(Entries taken from a collection)
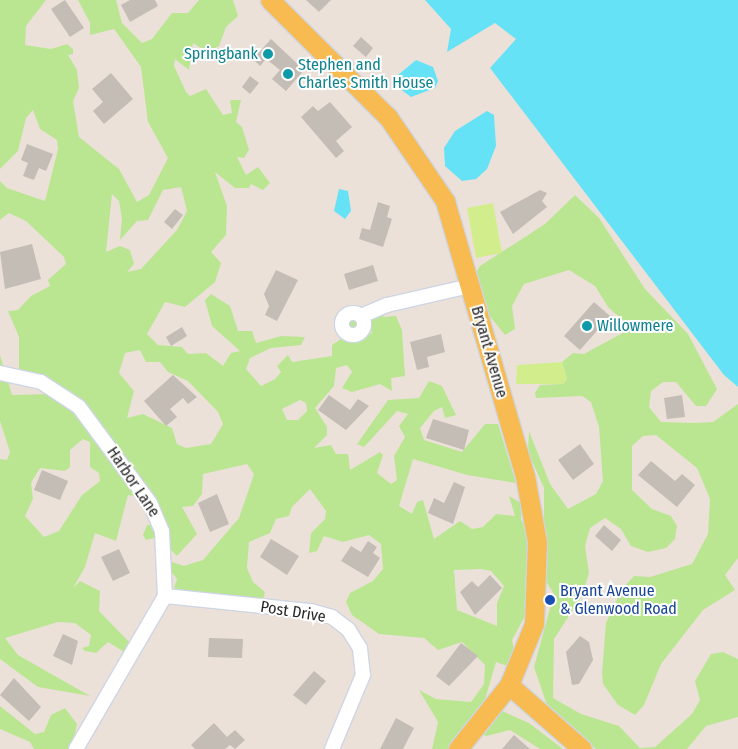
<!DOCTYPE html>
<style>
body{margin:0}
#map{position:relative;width:738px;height:749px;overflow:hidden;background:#ece1d9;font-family:"Fira Sans Condensed",sans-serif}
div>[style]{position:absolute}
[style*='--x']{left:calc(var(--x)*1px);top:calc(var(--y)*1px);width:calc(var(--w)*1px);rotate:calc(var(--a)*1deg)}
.green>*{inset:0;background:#bae692}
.round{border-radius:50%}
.pitch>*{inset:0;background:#d2ee8c}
.water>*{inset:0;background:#65e2f5}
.building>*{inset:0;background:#c3bdb5}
.roads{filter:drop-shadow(1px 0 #ced5e3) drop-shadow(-1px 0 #ced5e3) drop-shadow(0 1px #ced5e3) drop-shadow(0 -1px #ced5e3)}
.minor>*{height:14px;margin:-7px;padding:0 7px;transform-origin:7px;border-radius:7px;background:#fff}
.minor>.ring{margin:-7px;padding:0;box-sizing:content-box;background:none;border:14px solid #fff;border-radius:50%}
.major>*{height:19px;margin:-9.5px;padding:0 9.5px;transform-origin:9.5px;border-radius:9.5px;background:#f8bb52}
.dots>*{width:14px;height:14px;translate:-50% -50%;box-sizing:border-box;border:2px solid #fff;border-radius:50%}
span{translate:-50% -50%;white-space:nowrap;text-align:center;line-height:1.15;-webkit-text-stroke:4px #fff;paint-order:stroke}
.culture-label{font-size:16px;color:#0d838f}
.right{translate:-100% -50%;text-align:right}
.left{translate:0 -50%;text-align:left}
.street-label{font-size:16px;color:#282828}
.transit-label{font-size:16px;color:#164399}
</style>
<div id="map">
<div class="green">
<i style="clip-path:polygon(evenodd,0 0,46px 0,26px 26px,25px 45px,51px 49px,67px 44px,73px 49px,73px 54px,68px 55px,77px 70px,79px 88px,73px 101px,79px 137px,119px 169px,137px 202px,149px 195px,168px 158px,148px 122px,141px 67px,114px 29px,90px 35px,90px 23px,78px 0,116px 0,122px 23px,142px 43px,152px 39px,172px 13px,188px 13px,199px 0,233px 0,238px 16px,226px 27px,219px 46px,207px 52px,193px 43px,189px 70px,175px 59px,174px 66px,186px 92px,190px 96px,206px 89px,223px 115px,232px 113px,230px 100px,241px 100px,236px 122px,242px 127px,249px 150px,244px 158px,237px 157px,246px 175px,258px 167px,270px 183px,263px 190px,251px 184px,249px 188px,235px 188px,215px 172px,227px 206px,226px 235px,211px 252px,221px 263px,215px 282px,185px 307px,165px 302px,147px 334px,158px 345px,182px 347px,188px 354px,206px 353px,223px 366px,231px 353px,240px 351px,212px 326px,205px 300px,211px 294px,230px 306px,238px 331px,252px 331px,256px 343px,281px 336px,305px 337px,301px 345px,271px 348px,250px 358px,246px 369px,261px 386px,275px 379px,281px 372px,277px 366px,288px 355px,292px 362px,332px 356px,332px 345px,341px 339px,350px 341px,372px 333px,368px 320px,384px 312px,383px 317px,396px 316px,402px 330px,405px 376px,391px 378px,392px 391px,380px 384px,352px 392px,342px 388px,352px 372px,347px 365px,336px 368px,334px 386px,315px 408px,327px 427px,327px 435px,314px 448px,331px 445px,336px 454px,348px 454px,350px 470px,380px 452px,383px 455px,377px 473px,391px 484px,397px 480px,394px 456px,405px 437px,399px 426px,408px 414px,397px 411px,364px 447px,357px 444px,388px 400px,419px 398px,429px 381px,442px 386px,456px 415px,445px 418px,442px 407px,434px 411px,420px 428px,424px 440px,462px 452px,485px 424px,498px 424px,516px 483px,467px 475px,413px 459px,399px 506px,412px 514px,417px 502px,423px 500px,434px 539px,460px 521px,472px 529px,483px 527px,496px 514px,515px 516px,509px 496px,521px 503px,521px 520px,529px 529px,525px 616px,512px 640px,515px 654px,510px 667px,496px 662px,484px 703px,529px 723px,563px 749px,540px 749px,510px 730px,487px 736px,462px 729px,451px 749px,432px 749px,438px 722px,419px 690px,436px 699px,471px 702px,484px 684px,485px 665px,462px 642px,438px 650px,424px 638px,379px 634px,352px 615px,346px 602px,350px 593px,373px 581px,383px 569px,381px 544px,369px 535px,343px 542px,324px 536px,317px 551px,309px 553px,311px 533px,325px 519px,326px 511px,310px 489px,292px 507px,289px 516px,276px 519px,270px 533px,249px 542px,247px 568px,253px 582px,265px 592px,263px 599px,218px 598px,174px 588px,177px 579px,169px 569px,172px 562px,184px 566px,203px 560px,239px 518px,254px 474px,247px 464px,203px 474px,202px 494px,193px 506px,182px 507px,197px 534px,177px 556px,158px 537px,146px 540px,143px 535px,147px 525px,157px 525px,143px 497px,128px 495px,116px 541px,95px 533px,85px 567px,73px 588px,80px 581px,100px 591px,99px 611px,130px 643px,126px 653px,108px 642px,96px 653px,85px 651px,82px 648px,89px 646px,91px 635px,75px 623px,58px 622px,5px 638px,18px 655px,90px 696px,38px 687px,0 659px,0 459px,7px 460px,10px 452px,0 421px,0 355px,12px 395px,52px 394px,19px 373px,19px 337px,8px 311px,18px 310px,31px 296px,50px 286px,48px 280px,66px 264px,64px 257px,26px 221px,9px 213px,0 220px,0 181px,7px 188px,45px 201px,58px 149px,57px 140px,40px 129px,33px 110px,26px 118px,18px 151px,0 169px,0 0,181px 187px,187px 211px,177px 230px,141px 269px,127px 272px,134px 264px,130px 250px,120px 246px,106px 252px,112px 194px,119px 201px,122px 219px,120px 240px,137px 221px,148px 220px,163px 190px,181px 187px,0 0,140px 350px,146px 362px,160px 362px,168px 372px,188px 381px,218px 412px,223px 424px,211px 444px,186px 448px,177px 444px,172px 428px,143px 414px,127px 418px,134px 391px,119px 373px,125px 353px,140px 350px,0 0,300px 400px,306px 403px,307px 411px,298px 420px,287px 420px,282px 409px,300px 400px,0 0,83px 439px,90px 442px,90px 467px,99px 473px,100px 481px,82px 495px,59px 531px,44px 537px,25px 516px,33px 499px,31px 483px,40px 468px,65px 471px,70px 467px,70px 450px,83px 439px,0 0,481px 569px,491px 571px,504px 586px,497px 603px,497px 626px,457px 610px,454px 570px,481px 569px)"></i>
<i style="clip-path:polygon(575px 195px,599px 218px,645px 289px,688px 334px,717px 389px,706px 406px,696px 406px,676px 382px,663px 382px,651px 391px,649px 407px,661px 422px,695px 423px,713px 422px,738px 404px,738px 558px,725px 575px,735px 590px,703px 610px,661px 664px,644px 705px,635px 715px,618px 705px,603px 684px,602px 673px,606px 623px,622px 589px,634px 576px,650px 577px,692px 564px,708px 534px,710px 499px,697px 468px,656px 435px,643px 436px,632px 446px,632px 490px,652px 509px,671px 516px,677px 526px,675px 539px,666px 548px,648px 552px,631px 546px,621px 529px,605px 518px,590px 528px,585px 546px,589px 573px,582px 596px,554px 639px,553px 698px,581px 714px,619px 726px,640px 748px,655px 747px,692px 714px,700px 700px,695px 681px,711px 654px,723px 652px,738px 659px,738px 717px,706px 726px,687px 749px,596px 749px,549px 711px,534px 667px,554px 594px,544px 578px,544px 488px,528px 452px,529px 431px,550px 484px,568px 509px,596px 494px,603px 481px,599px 427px,591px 402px,582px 396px,536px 398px,535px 393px,540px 385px,563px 384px,567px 379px,562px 362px,573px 353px,584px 354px,632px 328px,608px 307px,595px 286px,569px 270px,524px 284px,512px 306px,515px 329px,505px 335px,484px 309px,475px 274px,480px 266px,545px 224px)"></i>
<i class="round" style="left:343px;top:315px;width:20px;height:20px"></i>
<i style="clip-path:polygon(0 706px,35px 734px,44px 732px,51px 715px,65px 708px,77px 724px,72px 749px,34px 749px,30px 742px,0 729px)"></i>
</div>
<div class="pitch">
<i style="clip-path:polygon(493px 203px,502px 253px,476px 258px,467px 208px)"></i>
<i style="clip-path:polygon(562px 362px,567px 379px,563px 384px,516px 384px,517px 365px)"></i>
</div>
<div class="water">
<i style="clip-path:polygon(425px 0,738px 0,738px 387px,724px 375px,490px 68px,516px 39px,495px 23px,447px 52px,451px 29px)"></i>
<i style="clip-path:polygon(416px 60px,433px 67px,438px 81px,435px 88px,411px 97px,399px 88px,398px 75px)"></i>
<i style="clip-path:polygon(487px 111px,494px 115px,496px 146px,487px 169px,476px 179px,462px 181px,445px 166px,444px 148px,455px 131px)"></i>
<i style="clip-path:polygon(339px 189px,348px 191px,351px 211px,345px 219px,334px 211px)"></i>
</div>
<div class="building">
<i style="clip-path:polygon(65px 0,84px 28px,70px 37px,51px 9px)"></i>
<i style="clip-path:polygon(130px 0,155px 0,158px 6px,130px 22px,121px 5px)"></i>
<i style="clip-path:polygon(306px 0,331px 0,319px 12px)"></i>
<i style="clip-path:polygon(361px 37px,373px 48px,366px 57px,353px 46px)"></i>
<i style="clip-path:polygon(271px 39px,304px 70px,286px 91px,272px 79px,280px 70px,266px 59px,260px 66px,253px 59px)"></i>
<i style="clip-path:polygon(111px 73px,133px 99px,104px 124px,93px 111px,103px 102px,92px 89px)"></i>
<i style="clip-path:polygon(250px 76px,259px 83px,250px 94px,242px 87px)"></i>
<i style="clip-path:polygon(330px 102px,352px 127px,336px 141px,344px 151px,336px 158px,301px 117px,313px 106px,318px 111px)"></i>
<i style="clip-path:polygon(27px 144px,53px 154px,46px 171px,39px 168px,34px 180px,23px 176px,28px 163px,21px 160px)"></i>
<i style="clip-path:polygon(540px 190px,547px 193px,542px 201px,547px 207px,513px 234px,500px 212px)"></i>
<i style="clip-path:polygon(378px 202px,390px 206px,387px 217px,392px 219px,383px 247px,359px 239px,362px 228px,370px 230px)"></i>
<i style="clip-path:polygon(175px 209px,183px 215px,172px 229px,164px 222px)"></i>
<i style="clip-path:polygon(32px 244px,41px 279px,5px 289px,0 252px)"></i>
<i style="clip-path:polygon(373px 265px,378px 281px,349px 290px,344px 274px)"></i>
<i style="clip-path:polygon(276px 270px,298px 280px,277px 321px,265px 315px,269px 306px,264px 294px)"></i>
<i style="clip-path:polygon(594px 302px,610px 316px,580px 350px,564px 336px)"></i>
<i style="clip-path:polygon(182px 327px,187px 336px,171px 346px,166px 337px)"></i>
<i style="clip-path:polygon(441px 334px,445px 352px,427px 357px,429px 367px,417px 370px,410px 342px)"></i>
<i style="clip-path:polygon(173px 375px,197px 397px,188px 404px,183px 398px,170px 409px,177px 417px,166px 426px,144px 401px)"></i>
<i style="clip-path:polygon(329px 395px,350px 410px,358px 399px,369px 406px,346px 430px,318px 410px)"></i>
<i style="clip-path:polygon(682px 395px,685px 417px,667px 419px,664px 398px)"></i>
<i style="clip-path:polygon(433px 419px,469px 430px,464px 450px,426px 438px)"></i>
<i style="clip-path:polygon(580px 444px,594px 464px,573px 480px,558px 460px)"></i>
<i style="clip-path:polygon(651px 461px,675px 481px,682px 474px,695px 485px,677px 507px,638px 475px)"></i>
<i style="clip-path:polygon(42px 470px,68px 481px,60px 500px,34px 490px)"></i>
<i style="clip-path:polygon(454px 482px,465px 487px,453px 524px,428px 513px,434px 498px,444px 503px)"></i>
<i style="clip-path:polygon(217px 494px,229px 524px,210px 532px,198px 503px)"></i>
<i style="clip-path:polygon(604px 525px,621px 540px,612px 551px,595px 536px)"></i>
<i style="clip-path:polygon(271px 539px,299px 556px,287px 575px,260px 557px)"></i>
<i style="clip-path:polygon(368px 541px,377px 547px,373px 553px,380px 558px,368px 577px,341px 561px,351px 546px,361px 552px)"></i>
<i style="clip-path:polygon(119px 549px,130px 573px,113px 581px,101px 557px)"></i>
<i style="clip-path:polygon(490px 575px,502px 588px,475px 615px,460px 592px,472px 581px,478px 587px)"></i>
<i style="clip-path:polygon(63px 634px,78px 641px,72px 665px,53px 656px)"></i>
<i style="clip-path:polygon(580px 636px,589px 642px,593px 660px,579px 684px,572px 685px,566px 652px)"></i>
<i style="clip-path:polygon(209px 638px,243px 639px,242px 658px,208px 657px)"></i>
<i style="clip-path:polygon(461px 643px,478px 656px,449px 686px,436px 676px)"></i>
<i style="clip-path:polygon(314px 671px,326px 681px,306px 705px,293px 695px)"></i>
<i style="clip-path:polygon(14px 678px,41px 707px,29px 721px,0 695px)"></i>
<i style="clip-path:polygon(396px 718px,414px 728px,403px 749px,380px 749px)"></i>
<i style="clip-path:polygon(214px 723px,227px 737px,235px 730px,245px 740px,235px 749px,230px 745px,225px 749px,195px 749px,191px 745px)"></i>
<i style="clip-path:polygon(514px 735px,530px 749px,502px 749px)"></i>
</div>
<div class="roads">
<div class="minor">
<i class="ring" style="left:342px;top:313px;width:8px;height:8px"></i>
<i style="--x:361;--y:316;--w:28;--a:-23"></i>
<i style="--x:387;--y:305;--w:85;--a:-12.9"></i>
<i style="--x:0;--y:373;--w:42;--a:12.4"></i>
<i style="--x:41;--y:382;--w:45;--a:33.3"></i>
<i style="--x:79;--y:407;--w:119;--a:53.5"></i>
<i style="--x:150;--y:503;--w:30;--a:67"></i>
<i style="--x:162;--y:531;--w:65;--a:87.4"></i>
<i style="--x:165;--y:596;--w:177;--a:120.2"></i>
<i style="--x:165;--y:596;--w:147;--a:5.9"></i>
<i style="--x:311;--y:611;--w:22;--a:16"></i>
<i style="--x:332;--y:617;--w:20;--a:37"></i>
<i style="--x:348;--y:629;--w:22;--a:58"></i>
<i style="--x:360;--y:648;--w:27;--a:84"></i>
<i style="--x:363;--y:675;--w:80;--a:112.7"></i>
</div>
<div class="major">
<i style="--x:270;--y:0;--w:166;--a:44.8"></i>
<i style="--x:388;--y:117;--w:102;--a:55.8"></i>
<i style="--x:445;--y:201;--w:286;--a:73.8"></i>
<i style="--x:525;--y:476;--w:67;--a:79.7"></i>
<i style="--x:537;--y:542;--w:82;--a:92.1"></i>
<i style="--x:534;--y:624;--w:66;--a:112.3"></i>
<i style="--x:509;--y:685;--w:82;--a:128.6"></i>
<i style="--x:509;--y:685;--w:97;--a:41.2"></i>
</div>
</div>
<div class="dots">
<i style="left:268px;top:54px;background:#0f9aa8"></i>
<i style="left:288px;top:74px;background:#0f9aa8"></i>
<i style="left:587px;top:326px;background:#0f9aa8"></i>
<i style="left:550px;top:600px;background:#1a4fb4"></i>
</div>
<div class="culture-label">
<span class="right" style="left:258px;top:54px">Springbank</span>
<span class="left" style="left:298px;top:74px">Stephen and<br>Charles Smith House</span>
<span class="left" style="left:597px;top:326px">Willowmere</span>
</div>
<div class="street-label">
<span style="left:489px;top:352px;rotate:74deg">Bryant Avenue</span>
<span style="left:133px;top:482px;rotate:56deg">Harbor Lane</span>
<span style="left:293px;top:612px;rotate:9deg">Post Drive</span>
</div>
<div class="transit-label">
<span class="left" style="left:560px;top:600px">Bryant Avenue<br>&amp; Glenwood Road</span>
</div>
</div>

Task instructions:
Look through the entries above. Copy each line in which the string "position" occurs.

Exercise answer:
#map{position:relative;width:738px;height:749px;overflow:hidden;background:#ece1d9;font-family:"Fira Sans Condensed",sans-serif}
div>[style]{position:absolute}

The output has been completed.